Stored data:
★ ★ ★

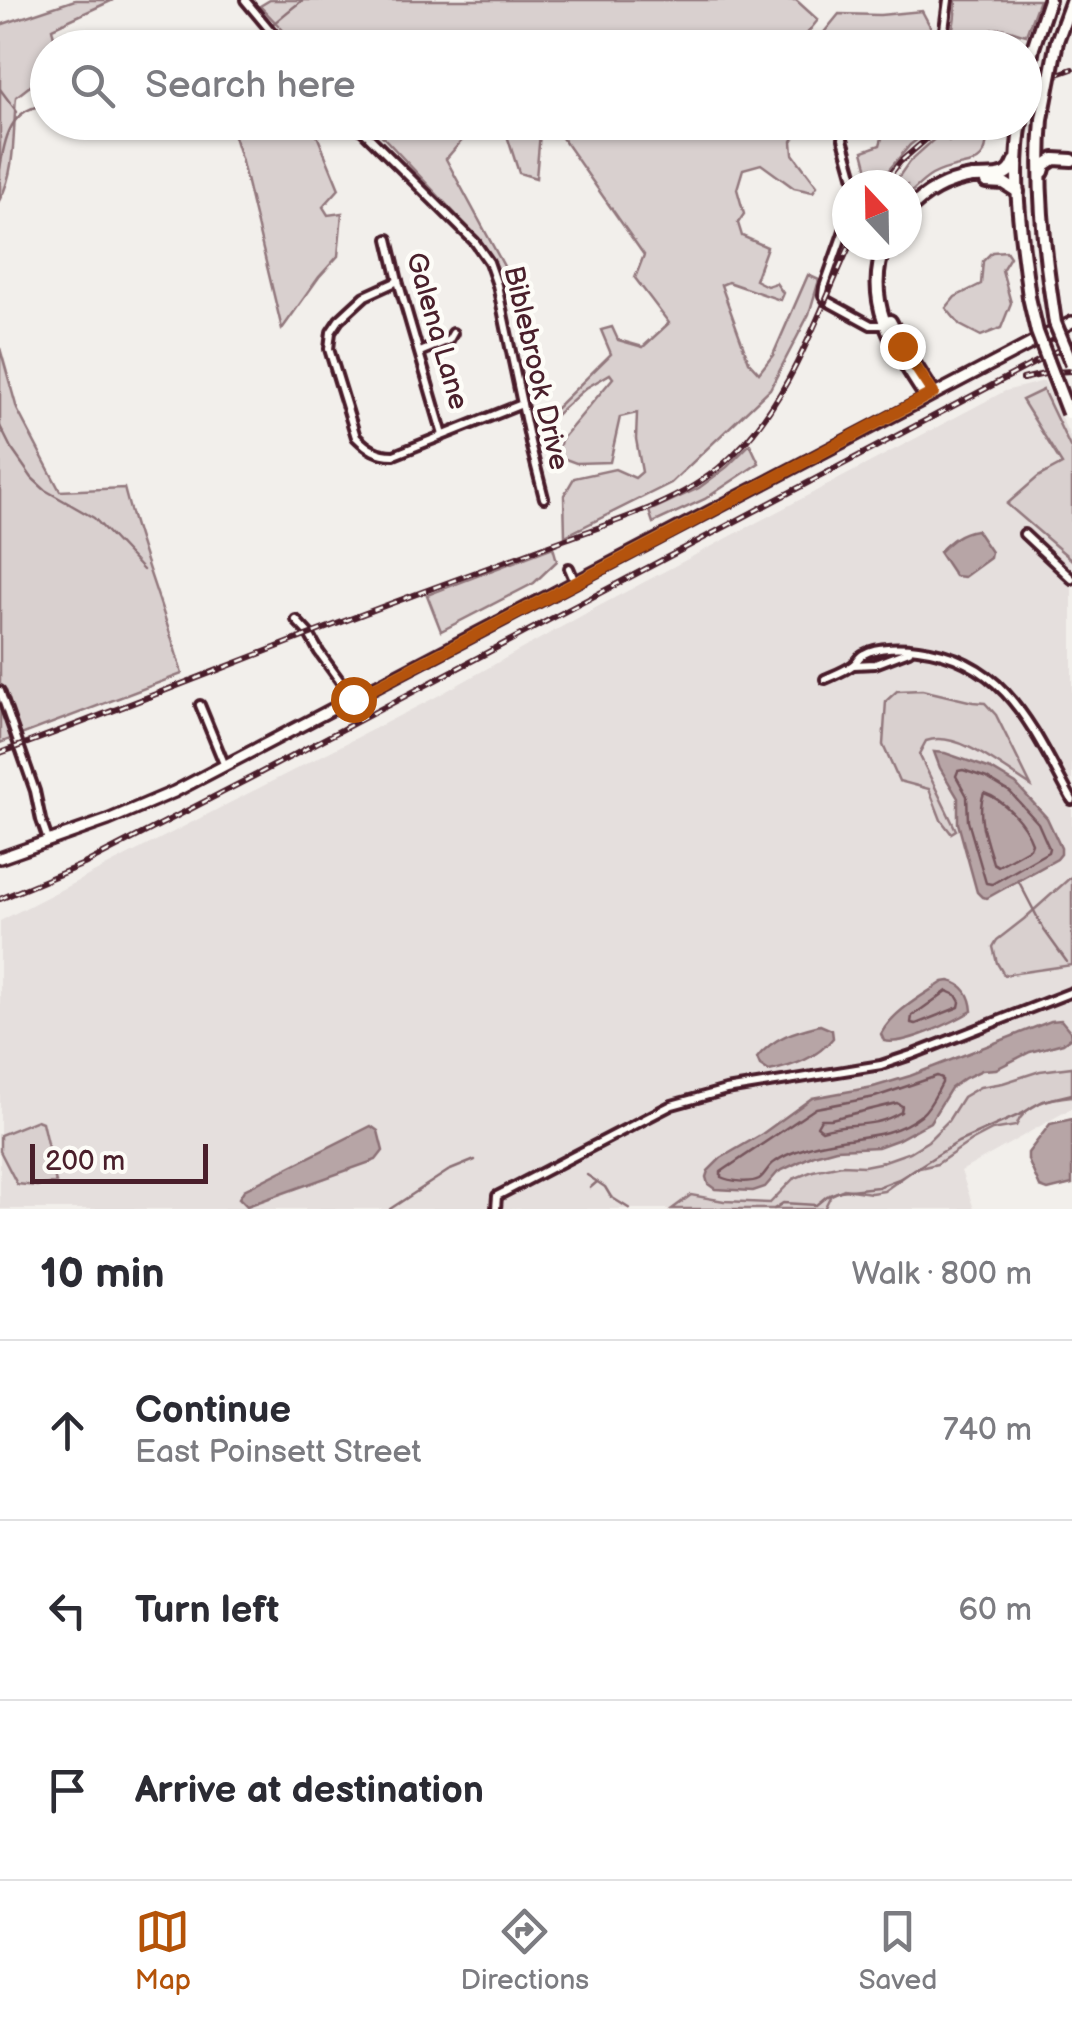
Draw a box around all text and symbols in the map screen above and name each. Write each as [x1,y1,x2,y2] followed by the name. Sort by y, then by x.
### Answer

★ ★ ★

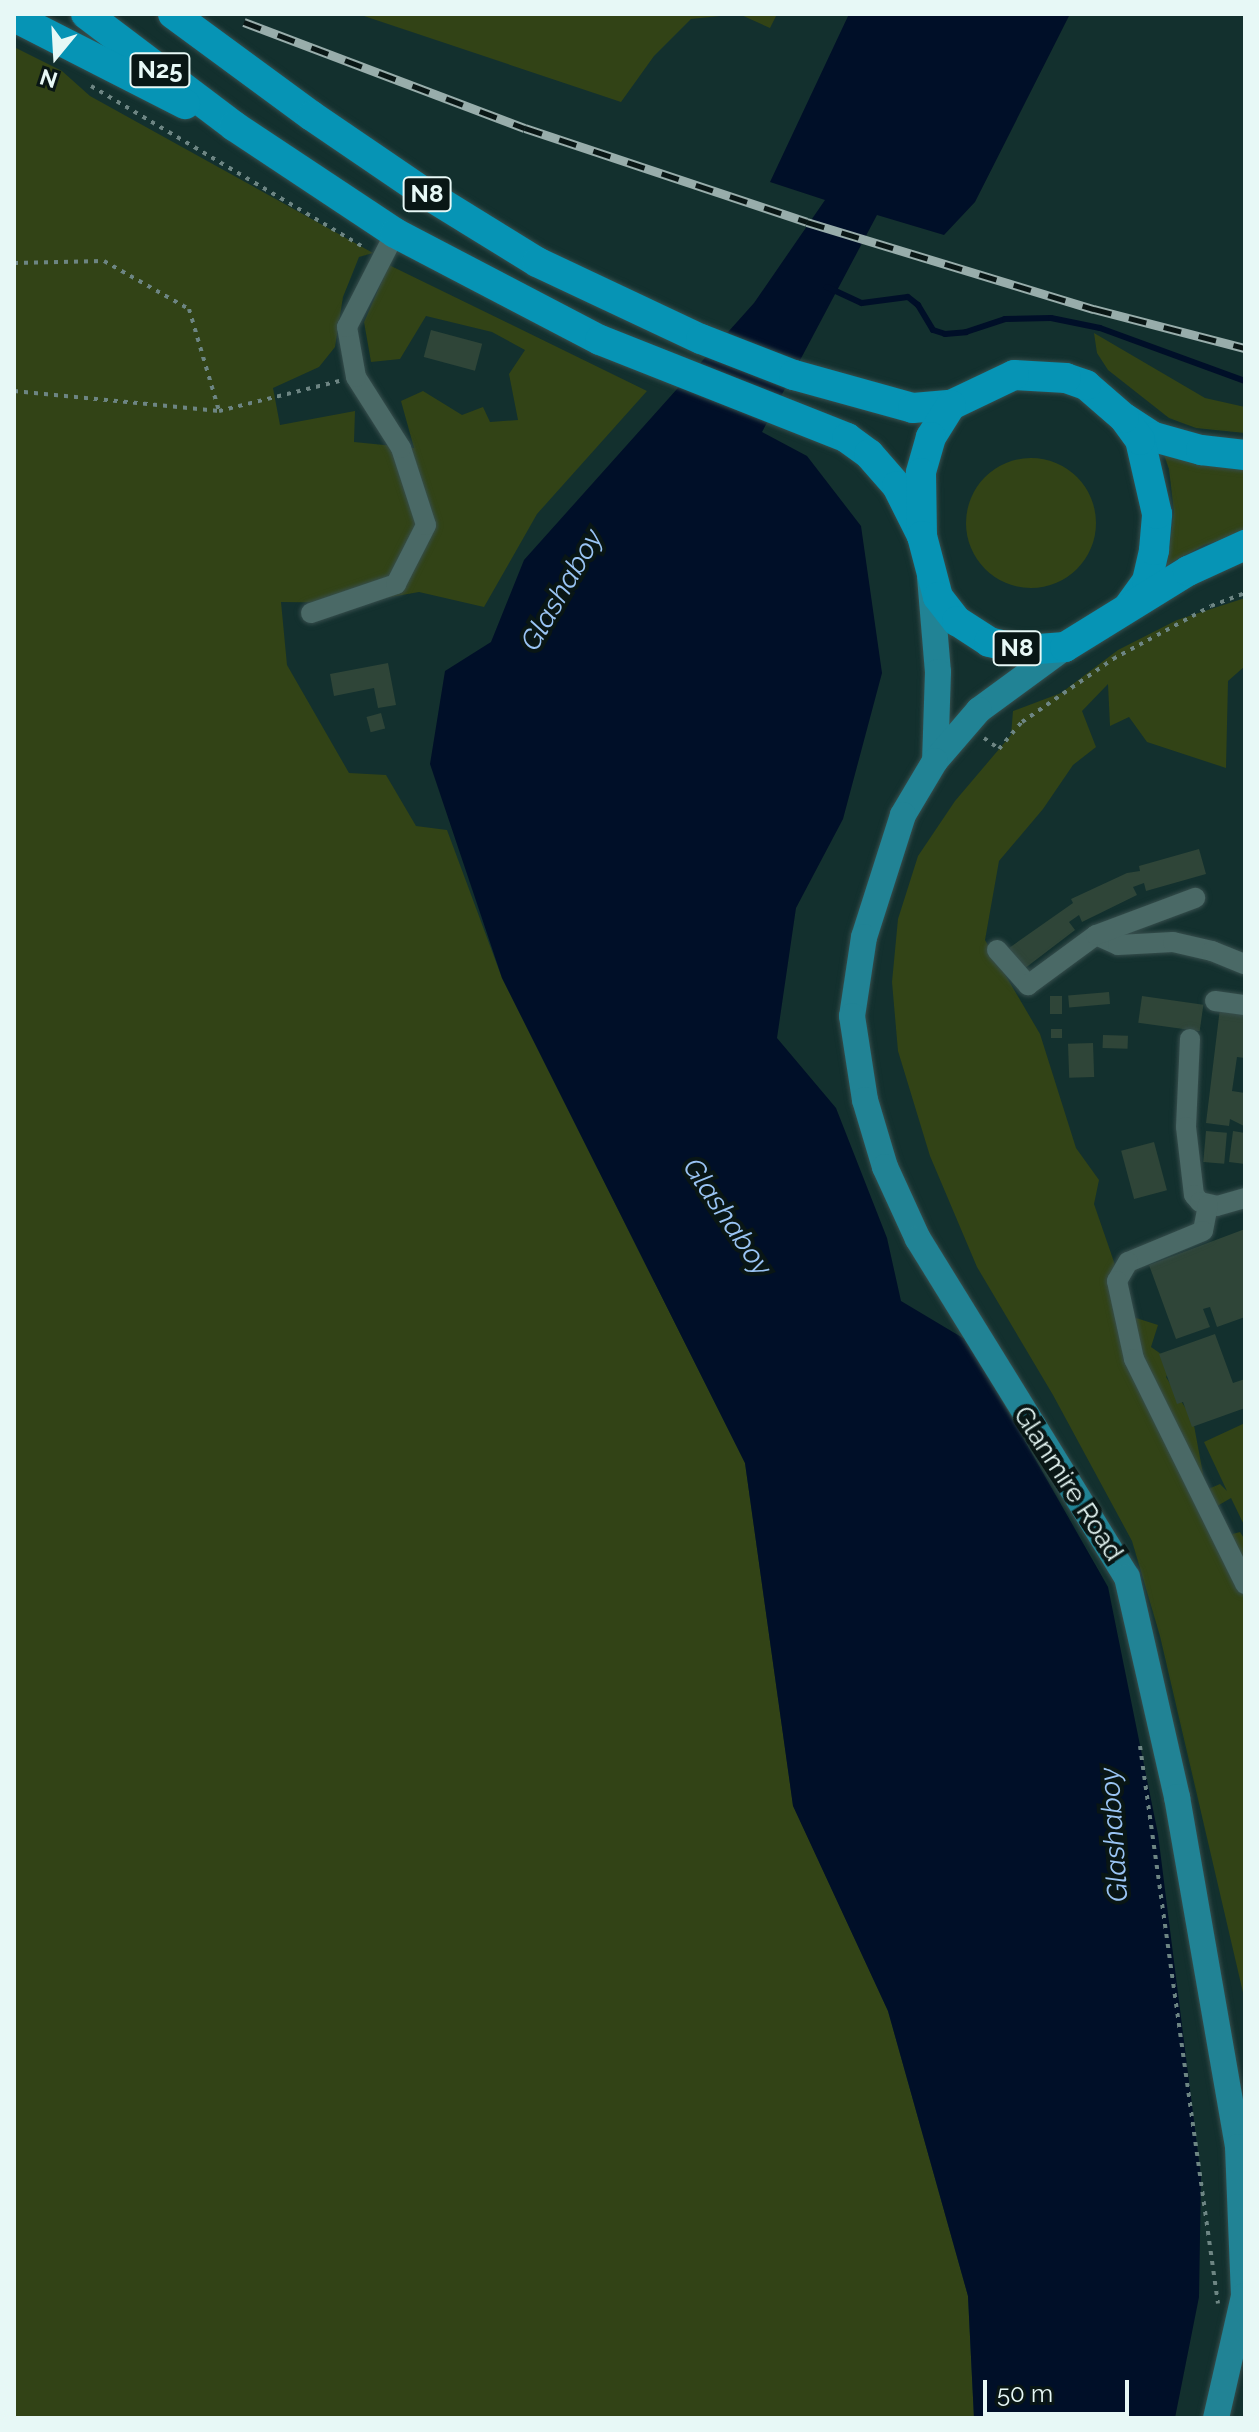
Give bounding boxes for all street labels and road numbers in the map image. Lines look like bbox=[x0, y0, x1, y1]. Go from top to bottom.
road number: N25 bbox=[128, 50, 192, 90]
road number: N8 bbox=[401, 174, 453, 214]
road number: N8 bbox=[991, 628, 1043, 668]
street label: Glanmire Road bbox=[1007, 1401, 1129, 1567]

★ ★ ★

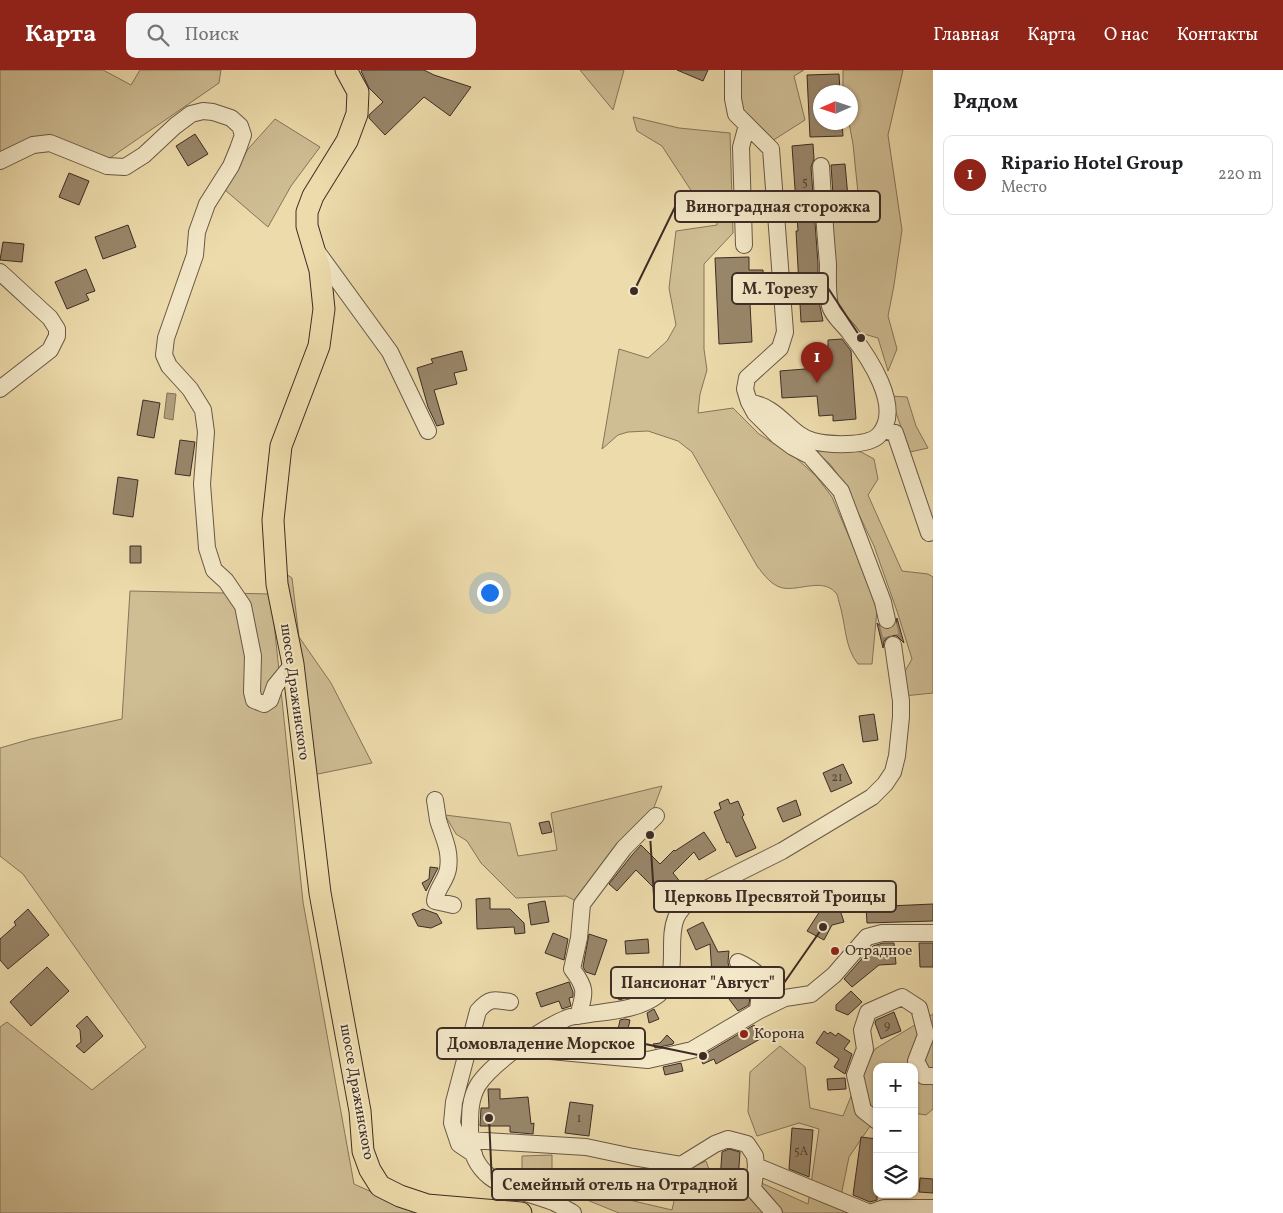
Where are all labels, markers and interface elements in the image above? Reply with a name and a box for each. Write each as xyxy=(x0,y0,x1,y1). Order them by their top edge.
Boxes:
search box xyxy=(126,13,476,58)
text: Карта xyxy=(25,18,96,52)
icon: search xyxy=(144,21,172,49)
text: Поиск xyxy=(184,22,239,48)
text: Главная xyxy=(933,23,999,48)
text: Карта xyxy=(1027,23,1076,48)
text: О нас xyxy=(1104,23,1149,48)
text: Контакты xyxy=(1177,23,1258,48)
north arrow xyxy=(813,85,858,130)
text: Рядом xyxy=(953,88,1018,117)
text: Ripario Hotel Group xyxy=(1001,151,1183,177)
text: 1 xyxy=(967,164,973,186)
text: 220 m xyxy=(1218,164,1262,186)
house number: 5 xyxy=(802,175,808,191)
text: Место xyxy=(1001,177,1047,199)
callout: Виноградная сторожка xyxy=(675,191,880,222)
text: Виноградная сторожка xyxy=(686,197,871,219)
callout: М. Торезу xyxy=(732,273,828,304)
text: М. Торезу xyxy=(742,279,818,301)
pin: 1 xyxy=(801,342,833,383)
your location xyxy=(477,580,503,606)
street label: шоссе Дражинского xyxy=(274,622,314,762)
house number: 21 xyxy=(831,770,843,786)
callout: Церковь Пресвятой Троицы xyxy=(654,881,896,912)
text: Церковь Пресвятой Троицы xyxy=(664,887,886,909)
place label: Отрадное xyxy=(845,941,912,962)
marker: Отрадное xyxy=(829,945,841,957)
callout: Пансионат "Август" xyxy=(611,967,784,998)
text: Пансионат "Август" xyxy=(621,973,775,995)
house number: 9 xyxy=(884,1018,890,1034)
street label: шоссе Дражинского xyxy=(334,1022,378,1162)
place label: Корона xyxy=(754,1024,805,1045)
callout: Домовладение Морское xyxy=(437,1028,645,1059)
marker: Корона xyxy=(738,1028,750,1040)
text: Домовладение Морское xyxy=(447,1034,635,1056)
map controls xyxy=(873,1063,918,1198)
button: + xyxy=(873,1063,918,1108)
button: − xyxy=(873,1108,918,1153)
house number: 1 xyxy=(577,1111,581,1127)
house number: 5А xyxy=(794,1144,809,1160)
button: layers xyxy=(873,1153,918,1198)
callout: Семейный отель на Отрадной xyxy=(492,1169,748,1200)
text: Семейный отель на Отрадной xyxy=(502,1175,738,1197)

★ ★ ★

Your instructions: Please go through the data above and copy every line that has the word "each".

Completed task:
Draw a box around all text and symbols in the map screen above and name each. Write each as [x1,y1,x2,y2] followed by the name. Sort by y, then by x.
Where are all labels, markers and interface elements in the image above? Reply with a name and a box for each. Write each as xyxy=(x0,y0,x1,y1). Order them by their top edge.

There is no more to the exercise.